Ladies, reading the entries I have to wonder at where in the world you get the bizarre notions of parents or family members giving you ultimatums ...it is NOT a 'do or die' or 'you marry who I tell you you to marry or we disown you and you get out of our lives' scenarios....this sounds more like the old contrived 'Hollywood' images of history. The social and family situations of 'arranged' marriages (read: advised)as written in Tolstoy's novel War And Peace are much more closer to the actual and realistic way these matters are conducted. The parents advise and council; they do not tell you what to think, or when to think just as no one tells you when to go to the bathroom or not.... There is no possible way anyone can force anyone to an altar except perhaps in some rural primitive town in the Ozark Mountains, or some primitive fishing village somewhere along the Atlantic or Mediterranean coasts, but even there the Church would not comply or sanction any such forced arrangement, parents or anyone be damned; perhaps not in some remote village in the Caucasus Mountains of eastern Europe....

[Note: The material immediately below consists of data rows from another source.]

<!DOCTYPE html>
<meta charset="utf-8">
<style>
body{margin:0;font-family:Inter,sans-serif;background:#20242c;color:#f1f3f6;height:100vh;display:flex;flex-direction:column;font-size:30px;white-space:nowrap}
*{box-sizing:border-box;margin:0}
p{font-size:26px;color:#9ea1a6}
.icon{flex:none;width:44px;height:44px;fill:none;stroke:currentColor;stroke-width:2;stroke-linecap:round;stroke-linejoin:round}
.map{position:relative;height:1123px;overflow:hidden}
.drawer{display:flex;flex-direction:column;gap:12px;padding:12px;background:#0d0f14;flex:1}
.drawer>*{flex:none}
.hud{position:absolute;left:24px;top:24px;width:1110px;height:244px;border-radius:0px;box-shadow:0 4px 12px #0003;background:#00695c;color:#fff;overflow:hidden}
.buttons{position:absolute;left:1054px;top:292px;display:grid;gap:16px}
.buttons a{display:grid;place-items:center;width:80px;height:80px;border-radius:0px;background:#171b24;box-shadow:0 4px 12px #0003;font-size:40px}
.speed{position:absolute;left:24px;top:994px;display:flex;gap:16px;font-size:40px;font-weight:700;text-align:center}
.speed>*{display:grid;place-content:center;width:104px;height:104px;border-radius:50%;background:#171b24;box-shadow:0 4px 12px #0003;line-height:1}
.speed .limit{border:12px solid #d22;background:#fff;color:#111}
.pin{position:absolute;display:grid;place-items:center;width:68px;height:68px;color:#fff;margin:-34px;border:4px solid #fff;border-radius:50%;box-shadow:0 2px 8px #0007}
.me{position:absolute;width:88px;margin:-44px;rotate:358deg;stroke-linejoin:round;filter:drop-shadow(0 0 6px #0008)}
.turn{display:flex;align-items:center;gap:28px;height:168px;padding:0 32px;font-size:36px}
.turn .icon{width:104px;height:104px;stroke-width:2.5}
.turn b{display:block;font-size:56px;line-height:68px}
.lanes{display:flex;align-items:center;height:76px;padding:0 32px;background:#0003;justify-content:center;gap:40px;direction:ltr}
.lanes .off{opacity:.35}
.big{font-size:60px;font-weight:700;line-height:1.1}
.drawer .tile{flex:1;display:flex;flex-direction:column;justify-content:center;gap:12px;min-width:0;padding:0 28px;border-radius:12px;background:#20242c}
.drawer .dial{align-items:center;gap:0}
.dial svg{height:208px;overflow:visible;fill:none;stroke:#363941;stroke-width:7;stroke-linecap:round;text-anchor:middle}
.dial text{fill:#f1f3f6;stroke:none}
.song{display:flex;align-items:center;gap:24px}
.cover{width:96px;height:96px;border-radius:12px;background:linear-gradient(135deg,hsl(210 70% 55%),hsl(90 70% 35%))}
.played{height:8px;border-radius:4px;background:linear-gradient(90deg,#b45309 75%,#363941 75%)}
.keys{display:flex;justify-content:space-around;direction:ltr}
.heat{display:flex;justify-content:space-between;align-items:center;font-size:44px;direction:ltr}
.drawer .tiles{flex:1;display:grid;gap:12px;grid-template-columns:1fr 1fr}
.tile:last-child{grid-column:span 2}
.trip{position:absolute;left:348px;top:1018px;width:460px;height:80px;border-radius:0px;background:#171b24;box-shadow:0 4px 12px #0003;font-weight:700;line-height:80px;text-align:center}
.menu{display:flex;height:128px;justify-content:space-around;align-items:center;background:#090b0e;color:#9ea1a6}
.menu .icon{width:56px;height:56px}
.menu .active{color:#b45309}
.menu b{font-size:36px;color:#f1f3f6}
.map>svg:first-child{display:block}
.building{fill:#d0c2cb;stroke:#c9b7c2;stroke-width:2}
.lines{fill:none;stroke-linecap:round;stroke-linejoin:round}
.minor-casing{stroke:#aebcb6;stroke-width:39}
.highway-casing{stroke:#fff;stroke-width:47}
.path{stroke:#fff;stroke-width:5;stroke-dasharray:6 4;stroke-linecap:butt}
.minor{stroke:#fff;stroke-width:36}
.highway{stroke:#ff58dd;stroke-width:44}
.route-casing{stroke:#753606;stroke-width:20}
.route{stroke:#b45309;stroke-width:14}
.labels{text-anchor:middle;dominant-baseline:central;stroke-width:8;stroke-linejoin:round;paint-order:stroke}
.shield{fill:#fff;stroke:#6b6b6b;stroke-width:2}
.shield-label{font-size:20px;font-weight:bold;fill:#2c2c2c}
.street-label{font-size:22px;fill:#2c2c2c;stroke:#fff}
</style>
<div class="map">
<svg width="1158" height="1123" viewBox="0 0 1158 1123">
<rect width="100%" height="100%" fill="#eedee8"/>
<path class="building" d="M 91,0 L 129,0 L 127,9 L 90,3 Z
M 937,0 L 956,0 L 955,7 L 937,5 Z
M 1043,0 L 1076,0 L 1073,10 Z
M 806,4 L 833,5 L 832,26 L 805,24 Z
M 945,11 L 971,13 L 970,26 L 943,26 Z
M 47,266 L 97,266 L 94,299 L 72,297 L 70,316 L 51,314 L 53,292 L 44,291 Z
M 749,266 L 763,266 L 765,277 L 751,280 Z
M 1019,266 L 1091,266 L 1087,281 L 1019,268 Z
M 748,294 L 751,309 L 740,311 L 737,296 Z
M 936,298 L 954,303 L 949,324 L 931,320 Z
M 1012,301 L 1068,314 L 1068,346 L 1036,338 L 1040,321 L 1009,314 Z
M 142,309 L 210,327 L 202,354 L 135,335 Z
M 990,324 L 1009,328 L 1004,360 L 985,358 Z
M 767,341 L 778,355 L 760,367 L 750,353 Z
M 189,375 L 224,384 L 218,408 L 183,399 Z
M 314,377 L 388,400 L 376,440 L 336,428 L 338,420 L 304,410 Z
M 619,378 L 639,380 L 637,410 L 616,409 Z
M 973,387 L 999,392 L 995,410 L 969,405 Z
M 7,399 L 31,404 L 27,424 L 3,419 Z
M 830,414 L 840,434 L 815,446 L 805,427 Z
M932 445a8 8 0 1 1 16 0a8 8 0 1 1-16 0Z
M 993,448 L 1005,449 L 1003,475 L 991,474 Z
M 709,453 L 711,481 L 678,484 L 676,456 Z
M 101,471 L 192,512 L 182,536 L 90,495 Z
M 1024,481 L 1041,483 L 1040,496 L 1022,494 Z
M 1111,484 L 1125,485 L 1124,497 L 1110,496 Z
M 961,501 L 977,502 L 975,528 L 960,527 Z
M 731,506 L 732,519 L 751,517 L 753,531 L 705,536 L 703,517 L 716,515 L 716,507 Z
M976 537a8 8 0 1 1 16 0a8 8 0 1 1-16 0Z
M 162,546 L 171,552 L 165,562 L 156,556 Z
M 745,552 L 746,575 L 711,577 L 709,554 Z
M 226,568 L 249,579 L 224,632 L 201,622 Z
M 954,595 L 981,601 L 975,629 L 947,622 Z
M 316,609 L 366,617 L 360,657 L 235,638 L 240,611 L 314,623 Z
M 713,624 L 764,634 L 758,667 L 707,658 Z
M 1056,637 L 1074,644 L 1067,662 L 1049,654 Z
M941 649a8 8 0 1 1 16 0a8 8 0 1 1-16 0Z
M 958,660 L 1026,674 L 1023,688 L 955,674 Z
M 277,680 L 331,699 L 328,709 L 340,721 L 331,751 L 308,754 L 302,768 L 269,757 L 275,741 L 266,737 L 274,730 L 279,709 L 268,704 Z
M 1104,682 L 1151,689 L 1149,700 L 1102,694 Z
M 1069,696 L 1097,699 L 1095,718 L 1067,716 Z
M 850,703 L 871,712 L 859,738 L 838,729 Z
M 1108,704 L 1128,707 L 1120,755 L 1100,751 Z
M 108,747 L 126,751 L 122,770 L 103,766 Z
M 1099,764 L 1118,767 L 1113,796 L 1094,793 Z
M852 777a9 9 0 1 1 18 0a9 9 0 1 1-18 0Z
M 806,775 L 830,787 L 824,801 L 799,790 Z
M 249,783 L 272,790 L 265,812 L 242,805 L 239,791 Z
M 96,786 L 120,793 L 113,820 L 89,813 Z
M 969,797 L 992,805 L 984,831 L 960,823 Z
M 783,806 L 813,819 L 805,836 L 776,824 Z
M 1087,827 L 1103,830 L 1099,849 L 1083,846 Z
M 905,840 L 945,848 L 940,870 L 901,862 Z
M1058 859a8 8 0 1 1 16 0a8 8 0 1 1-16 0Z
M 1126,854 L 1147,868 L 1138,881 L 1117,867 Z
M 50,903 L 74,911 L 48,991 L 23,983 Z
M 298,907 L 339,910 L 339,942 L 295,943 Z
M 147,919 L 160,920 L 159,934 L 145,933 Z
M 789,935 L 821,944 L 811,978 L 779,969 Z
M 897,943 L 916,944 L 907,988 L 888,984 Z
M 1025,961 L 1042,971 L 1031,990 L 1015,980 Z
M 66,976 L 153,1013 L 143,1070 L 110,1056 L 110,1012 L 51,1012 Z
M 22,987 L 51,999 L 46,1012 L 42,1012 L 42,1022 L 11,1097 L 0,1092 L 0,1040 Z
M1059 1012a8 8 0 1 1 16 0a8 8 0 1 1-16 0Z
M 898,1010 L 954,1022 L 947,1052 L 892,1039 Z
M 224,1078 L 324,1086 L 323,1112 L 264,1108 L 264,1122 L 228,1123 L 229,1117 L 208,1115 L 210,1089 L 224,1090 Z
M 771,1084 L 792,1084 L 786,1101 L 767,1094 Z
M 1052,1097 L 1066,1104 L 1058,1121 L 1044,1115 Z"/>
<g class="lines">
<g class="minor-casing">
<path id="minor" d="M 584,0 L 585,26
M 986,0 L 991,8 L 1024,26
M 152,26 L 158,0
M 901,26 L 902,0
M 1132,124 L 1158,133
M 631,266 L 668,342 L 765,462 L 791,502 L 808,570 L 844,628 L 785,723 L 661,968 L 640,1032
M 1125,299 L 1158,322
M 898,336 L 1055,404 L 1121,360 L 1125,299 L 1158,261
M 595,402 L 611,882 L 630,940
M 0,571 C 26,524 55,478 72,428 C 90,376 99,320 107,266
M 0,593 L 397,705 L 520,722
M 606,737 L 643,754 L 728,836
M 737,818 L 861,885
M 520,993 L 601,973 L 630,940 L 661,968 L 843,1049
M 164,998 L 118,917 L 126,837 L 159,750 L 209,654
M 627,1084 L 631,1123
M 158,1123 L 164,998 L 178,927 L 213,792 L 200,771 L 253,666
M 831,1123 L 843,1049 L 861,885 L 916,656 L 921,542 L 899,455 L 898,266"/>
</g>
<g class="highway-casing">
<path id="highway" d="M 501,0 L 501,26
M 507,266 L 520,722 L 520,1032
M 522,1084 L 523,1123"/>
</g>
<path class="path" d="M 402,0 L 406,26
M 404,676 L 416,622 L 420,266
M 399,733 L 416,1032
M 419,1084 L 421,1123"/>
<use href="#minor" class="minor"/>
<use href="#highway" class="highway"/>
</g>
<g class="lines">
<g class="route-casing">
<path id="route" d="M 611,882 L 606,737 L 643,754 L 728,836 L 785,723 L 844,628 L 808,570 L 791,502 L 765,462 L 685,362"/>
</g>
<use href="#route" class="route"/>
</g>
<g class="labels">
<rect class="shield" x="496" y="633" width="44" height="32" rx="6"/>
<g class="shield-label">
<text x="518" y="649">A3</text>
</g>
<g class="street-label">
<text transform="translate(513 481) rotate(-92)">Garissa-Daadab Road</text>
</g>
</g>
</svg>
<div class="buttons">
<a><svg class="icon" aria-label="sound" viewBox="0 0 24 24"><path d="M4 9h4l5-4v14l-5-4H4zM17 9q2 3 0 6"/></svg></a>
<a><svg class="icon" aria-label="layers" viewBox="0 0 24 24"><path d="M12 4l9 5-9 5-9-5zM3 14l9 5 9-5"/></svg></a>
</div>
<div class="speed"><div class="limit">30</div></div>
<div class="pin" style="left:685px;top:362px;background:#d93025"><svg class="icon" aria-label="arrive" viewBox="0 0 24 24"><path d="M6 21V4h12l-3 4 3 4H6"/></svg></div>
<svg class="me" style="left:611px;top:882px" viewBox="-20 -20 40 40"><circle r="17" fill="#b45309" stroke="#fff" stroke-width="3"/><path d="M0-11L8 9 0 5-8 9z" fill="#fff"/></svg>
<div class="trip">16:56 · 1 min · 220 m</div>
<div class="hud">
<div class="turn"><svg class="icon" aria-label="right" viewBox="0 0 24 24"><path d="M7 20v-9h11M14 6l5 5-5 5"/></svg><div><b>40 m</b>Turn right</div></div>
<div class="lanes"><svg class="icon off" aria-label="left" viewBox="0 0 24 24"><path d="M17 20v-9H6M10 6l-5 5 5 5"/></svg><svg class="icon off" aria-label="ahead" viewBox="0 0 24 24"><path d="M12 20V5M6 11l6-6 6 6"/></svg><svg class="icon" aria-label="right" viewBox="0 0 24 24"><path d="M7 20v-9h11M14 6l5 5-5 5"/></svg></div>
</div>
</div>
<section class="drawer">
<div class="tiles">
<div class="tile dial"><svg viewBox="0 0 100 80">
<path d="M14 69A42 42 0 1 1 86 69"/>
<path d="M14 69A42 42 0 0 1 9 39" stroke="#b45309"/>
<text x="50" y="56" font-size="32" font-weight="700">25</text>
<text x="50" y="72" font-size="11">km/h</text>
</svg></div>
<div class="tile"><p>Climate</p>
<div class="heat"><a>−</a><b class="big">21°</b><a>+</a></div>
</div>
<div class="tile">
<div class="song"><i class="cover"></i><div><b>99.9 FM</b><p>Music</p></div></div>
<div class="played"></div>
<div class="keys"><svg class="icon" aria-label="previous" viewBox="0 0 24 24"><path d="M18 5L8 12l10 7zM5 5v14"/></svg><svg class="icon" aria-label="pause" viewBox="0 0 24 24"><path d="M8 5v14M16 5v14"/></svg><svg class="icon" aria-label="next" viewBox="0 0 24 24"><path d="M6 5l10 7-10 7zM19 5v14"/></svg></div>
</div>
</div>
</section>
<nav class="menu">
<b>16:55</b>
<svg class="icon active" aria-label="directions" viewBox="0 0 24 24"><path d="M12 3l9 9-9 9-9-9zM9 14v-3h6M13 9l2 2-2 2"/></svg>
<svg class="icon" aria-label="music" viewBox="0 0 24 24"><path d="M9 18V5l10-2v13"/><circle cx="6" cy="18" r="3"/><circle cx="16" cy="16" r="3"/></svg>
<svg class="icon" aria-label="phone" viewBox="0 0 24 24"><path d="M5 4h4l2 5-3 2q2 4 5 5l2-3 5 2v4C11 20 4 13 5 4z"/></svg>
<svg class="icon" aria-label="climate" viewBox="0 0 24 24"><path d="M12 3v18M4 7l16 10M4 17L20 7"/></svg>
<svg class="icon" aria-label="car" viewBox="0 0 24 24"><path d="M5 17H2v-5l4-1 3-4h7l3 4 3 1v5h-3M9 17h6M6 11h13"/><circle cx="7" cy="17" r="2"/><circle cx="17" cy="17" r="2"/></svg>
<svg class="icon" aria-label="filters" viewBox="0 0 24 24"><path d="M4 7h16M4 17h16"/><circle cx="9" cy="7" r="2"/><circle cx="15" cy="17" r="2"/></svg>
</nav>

One is introduced to any number of prospects that in the opinions of the parents that may and would be 'a good match'. There are no hard and fast rules that you or anyone MUST obey. That is just ludicrous. You are given the benefits of all the experiences of your parents as you grow up and so also in regards to boy/ girl friends and then in finding someone to make a good marriage with; that other has also been given their families council and advise...from within those social circles and even commercial circles you have your pick; the family can act as 'facilitators' helping make things easier for thing to work out, providing Cupid with enough room as it were to hit his targets...%)
In the end, it is all up to each party to decide on all the pros's and con's of the match; advantages and disadvantages ultimately the deciding factor will be on having kept an open mind and heart. In the idyllic situation; is don't forget that Love grows over time, while passions subside so if you 'click' from among the prospects, then everyone 'clicks'. The 'Romantic' side can still be brought out. No love does not equal a marriage in the end, no matter what. This is something that I have counseled my daughter on and so far after trying and failing on her own impetuous nature, she is maturing in seeing that yes, I do have her best interests at heart and that my and her mothers experiences can make her life a lot less frustrating and painful in these matters. I sort of act as her pathfinder, not her over-seer as it were. I'm relatively pleased so far. She knows the basics of what type of man I would like for her to marry and her current boyfriend, while he may not be enrolled in St. Cyr Military Academy, he's a lot better than some 'business' zombie in some sombre grey flannel suit; hell, even an Anarchist would be more interesting than that! At least the anarchist would have substance ! %D Hollywood images are not real life.